Types of AI models in SharePoint Syntex

Currently, Microsoft provides two types of AI models in SharePoint Syntex.

1. Document understanding model.

This type of model is used when you want to extract information from unstructured documents such as SLA (Service Level Agreements), SOW (Statements of Work), letters, etc where the text entities you want to extract reside in sentences or in a specific section of the document.
For example, an SLA can be written in different ways, but information exists consistently in the document such as Service Level Agreement (this “Agreement” or this “Service-Level Agreement”), effective as of followed by an actual agreement start date, This Service Level Agreement end date is followed by an actual end date of the agreement and is made by and between followed by the agreement party’s name.
These models are created and managed in a SharePoint content center site.

2. Form processing model.

This model is used when the information is documented in a structured or semi-structured manner that follows a pre-arranged format like a tax Invoice and custom client build forms. Generally, in a tax Invoice, the entities such as client address, tax Invoice number, etc are in the same location on the Invoice.
These models are created in PowerApps AI Builder, but the creation is initiated directly from a SharePoint document library.

The Business use case
Irrespective of the industry, documents such as SLA, Contracts, SOW, Invoices, Forms etc are produced that contain business critical information.
Handling hundreds of these documents between clients and the business, there is the need to uniquely categorise them while extracting key information such as client’s name, client’s email, SLA agreement due date, SoW start & end dates, total value of the SOW, etc, to create different types of automation process such due date notifications as defined in the SLA and apply sensitivity and retention labels automatically.
I’ll walk you through a business use case that needs to identify SLAs and SoWs and show you how you can achieve the business requirement with SharePoint Syntex.
NOTE: I’ll be using the document understanding model type to create and train the AI model and extract the required information from the SLA and SOW documents.

So how do I do this?

Step 1 – Subscribe and activate SharePoint Syntex.

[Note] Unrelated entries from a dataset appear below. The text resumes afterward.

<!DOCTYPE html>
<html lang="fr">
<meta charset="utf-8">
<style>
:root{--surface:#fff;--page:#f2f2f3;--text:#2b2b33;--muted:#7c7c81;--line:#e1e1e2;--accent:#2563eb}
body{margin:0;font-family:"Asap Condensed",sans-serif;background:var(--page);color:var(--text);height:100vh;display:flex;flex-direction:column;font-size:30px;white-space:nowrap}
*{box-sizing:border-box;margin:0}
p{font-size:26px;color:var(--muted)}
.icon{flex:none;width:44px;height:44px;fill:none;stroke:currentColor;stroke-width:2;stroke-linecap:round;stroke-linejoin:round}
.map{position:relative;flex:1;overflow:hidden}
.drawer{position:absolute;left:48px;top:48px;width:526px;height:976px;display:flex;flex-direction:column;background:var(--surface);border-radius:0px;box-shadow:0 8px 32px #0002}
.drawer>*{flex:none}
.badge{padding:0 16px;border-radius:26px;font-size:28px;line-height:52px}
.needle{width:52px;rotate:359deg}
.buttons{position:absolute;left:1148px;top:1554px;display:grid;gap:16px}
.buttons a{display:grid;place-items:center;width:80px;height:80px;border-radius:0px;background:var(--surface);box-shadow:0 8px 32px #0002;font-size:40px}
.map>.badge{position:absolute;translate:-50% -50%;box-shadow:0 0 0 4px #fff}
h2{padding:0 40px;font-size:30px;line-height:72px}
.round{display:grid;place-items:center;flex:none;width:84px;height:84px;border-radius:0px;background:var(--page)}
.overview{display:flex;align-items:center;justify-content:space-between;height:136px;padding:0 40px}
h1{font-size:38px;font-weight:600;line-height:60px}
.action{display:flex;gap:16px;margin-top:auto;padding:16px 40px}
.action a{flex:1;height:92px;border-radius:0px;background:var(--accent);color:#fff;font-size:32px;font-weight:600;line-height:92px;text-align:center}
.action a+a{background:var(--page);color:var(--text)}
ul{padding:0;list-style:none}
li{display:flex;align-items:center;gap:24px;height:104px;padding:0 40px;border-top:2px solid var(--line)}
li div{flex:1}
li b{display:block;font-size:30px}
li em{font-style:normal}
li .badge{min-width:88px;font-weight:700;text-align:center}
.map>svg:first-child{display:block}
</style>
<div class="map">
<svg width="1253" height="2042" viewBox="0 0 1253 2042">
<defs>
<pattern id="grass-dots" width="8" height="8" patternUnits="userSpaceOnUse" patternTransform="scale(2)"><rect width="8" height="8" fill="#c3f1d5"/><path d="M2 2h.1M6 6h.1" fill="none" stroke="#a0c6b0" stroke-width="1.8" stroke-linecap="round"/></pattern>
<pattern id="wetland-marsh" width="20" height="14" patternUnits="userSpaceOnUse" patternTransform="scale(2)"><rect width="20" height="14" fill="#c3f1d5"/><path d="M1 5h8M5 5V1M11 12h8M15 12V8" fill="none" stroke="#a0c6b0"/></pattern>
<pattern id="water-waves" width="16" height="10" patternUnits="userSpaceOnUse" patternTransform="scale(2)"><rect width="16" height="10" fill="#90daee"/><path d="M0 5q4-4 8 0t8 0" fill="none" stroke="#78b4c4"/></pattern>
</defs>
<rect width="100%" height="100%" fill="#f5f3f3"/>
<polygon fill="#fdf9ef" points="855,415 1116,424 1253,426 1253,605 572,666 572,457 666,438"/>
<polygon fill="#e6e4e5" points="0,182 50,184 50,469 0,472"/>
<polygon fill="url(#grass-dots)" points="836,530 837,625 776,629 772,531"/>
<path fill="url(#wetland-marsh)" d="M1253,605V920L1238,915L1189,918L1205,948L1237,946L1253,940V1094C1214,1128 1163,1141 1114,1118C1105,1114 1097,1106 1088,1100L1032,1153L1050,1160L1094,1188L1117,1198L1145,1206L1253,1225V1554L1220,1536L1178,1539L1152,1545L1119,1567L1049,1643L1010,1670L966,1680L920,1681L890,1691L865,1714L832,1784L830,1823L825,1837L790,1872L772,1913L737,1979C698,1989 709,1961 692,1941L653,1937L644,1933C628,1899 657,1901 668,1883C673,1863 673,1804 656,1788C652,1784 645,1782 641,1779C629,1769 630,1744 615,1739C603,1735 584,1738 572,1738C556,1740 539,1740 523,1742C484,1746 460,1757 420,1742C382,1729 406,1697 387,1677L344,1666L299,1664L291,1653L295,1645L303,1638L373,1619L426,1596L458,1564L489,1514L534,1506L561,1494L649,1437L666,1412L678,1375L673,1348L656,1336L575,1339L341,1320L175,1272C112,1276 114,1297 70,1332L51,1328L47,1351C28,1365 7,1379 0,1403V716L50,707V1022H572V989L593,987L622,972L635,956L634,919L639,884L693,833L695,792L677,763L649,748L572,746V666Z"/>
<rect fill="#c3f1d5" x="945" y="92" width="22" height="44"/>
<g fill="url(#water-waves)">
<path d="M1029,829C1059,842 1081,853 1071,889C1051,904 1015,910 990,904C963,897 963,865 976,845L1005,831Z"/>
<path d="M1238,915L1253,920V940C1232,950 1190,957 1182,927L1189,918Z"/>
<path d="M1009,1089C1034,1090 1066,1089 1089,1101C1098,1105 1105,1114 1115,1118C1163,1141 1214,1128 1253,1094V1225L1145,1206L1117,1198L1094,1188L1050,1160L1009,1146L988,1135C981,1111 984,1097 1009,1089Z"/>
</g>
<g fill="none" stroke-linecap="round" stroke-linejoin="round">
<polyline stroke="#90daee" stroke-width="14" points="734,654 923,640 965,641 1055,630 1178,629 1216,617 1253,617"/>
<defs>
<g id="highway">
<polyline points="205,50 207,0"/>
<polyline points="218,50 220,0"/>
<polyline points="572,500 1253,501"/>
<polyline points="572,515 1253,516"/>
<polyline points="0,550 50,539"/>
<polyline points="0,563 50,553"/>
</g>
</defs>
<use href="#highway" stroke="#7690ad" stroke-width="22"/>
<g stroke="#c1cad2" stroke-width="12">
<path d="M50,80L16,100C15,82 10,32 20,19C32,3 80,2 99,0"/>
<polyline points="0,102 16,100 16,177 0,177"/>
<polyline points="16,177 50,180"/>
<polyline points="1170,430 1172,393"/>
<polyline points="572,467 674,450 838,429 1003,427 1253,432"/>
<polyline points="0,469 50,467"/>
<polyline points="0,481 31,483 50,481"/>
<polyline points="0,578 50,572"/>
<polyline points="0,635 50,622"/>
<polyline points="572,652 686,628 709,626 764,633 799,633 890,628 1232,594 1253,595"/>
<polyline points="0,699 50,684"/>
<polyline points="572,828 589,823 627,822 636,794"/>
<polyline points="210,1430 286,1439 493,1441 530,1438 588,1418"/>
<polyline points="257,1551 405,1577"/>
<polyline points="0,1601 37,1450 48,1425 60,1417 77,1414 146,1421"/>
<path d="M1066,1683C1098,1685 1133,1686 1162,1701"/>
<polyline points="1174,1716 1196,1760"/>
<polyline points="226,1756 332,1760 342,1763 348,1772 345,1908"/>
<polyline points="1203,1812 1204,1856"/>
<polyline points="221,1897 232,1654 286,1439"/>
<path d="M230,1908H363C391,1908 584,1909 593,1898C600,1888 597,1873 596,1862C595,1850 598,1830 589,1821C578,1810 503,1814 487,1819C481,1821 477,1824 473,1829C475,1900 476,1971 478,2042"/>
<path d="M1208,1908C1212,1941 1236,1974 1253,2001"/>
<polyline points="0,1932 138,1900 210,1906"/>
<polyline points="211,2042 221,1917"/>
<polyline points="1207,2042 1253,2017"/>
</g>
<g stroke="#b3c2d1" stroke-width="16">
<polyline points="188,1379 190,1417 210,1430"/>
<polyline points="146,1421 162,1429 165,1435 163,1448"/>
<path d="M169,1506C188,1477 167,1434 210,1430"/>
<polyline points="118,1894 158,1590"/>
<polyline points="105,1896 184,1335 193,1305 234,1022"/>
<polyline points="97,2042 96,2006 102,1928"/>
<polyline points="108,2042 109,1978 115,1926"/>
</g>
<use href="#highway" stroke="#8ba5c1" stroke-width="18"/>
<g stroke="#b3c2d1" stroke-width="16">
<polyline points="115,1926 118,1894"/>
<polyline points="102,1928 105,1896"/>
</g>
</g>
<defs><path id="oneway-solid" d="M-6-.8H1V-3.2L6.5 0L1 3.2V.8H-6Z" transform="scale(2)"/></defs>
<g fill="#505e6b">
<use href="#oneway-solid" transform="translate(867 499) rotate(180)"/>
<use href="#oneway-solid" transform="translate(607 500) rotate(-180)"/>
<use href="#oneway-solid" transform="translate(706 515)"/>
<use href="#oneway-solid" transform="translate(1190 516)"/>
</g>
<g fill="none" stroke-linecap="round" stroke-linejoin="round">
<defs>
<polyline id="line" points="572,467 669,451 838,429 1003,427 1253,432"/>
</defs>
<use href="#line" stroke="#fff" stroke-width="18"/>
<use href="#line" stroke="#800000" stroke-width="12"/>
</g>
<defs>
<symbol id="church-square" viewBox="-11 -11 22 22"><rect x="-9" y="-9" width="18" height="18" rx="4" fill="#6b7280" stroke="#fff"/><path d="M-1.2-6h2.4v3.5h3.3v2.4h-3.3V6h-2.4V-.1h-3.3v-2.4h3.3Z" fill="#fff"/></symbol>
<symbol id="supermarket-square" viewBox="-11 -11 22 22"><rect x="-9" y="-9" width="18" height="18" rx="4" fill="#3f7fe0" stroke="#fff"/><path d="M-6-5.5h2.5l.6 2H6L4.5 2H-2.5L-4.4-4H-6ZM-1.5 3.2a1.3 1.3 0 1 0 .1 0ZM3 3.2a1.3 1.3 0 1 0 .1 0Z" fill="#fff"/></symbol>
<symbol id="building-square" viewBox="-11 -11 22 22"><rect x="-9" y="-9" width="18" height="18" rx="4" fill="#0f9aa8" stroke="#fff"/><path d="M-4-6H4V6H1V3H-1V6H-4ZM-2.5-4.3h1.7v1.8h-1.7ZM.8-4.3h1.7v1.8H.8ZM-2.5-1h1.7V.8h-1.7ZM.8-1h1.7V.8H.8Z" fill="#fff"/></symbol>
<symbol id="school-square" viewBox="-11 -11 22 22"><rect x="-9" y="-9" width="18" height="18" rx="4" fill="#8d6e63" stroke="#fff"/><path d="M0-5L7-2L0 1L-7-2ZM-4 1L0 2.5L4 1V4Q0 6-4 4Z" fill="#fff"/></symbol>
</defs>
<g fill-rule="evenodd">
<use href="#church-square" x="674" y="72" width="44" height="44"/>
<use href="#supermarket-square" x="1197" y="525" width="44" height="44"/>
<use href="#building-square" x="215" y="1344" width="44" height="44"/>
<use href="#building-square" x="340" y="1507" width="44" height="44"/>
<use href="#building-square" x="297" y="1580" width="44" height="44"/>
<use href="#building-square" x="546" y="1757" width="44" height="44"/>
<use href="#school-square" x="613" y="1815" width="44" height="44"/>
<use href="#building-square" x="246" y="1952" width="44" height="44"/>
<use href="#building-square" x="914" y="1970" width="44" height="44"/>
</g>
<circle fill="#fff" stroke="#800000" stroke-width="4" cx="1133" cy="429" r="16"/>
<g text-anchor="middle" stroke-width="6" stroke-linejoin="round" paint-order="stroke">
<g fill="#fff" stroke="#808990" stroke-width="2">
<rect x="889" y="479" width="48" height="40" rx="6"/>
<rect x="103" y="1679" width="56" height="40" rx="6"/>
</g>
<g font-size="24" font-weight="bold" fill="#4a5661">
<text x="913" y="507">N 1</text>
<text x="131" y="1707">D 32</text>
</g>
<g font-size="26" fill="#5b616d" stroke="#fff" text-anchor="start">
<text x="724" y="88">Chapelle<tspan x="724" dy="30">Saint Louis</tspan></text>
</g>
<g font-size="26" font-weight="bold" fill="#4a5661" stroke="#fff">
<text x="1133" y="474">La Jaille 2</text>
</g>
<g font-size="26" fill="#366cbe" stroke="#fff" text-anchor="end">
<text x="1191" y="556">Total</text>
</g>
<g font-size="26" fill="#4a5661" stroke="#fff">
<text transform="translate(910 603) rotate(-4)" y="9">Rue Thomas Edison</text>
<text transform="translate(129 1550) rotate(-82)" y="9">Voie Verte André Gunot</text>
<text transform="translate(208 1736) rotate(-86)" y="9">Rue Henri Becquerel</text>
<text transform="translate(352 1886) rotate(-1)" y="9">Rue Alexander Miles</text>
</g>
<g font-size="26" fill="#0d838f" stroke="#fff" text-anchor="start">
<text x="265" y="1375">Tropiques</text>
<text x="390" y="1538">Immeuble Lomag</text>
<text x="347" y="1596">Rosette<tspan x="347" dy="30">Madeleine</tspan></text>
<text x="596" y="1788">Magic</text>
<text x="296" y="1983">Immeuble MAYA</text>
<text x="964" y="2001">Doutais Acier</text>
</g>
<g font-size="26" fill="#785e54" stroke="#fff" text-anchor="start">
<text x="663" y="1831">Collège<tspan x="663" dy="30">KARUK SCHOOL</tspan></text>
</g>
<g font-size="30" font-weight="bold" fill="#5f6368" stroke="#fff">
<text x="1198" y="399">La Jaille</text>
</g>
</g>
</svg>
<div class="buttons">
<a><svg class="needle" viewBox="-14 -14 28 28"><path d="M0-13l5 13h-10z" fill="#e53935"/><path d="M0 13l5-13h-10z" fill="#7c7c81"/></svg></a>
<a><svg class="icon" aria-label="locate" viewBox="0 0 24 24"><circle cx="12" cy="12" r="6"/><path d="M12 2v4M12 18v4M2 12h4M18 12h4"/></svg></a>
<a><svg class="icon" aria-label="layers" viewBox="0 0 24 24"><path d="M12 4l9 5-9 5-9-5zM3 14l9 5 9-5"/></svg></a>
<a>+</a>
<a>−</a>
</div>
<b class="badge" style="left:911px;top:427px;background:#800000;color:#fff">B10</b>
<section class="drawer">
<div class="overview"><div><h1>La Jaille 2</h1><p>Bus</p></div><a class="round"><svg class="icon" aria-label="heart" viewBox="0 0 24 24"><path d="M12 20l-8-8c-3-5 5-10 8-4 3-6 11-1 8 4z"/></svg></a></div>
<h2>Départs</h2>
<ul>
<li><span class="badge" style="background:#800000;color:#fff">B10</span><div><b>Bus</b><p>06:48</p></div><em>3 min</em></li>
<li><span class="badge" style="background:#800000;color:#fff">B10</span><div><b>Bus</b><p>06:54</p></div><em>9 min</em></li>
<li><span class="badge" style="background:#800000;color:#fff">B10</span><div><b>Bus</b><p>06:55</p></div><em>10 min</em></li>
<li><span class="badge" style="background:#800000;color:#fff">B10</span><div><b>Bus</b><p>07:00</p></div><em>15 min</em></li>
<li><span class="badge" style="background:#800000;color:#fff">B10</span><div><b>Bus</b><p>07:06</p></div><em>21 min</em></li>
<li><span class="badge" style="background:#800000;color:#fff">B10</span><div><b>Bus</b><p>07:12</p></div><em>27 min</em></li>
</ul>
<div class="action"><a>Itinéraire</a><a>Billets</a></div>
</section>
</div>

Log into your Microsoft 365 organization account through this link.

Figure 1

Once you sign up for a trial version or into a valid subscription, activate the feature in Microsoft 365 admin center.
Go to settings –> Organizational knowledge and click on the “Automate content understanding” as shown below in figure 2.

Figure 2

Once you see the welcome screen, click on the get started button and select the configure form processing option as shown figure 3.

Figure 3

Step 2 – Create Content Center site

After successfully activating SharePoint Syntex, create the Content Center SharePoint site to house the model as shown below in figures 4 and 5.

NOTE: You can create multiple Content Center based on your organisational requirement.

Figure 4

Figure 5

Once the site has been created, navigate to the brand-new SharePoint Content Center site as shown below.

Figure 6

Step 3 – Create content types (optional)

NOTE: – This step is optional as you can create a new content type while you create your model on the Content Center, so feel free to skip this step and move to step 4.
From the content type Gallery in the SharePoint Admin center, I’ll create two Content types.

Service Level Agreement
Statement of Work

I will publish the content types to the hub site called Customer-Hub to which I have associated all my individual client’s team site. I’ll then create the required site columns within the content type and publish the content type as shown below in figure 7.

Figure 7

Repeat the same process to create the Statement of Work content type or you can use the same parent content type as two different children content type for SLA and SOW.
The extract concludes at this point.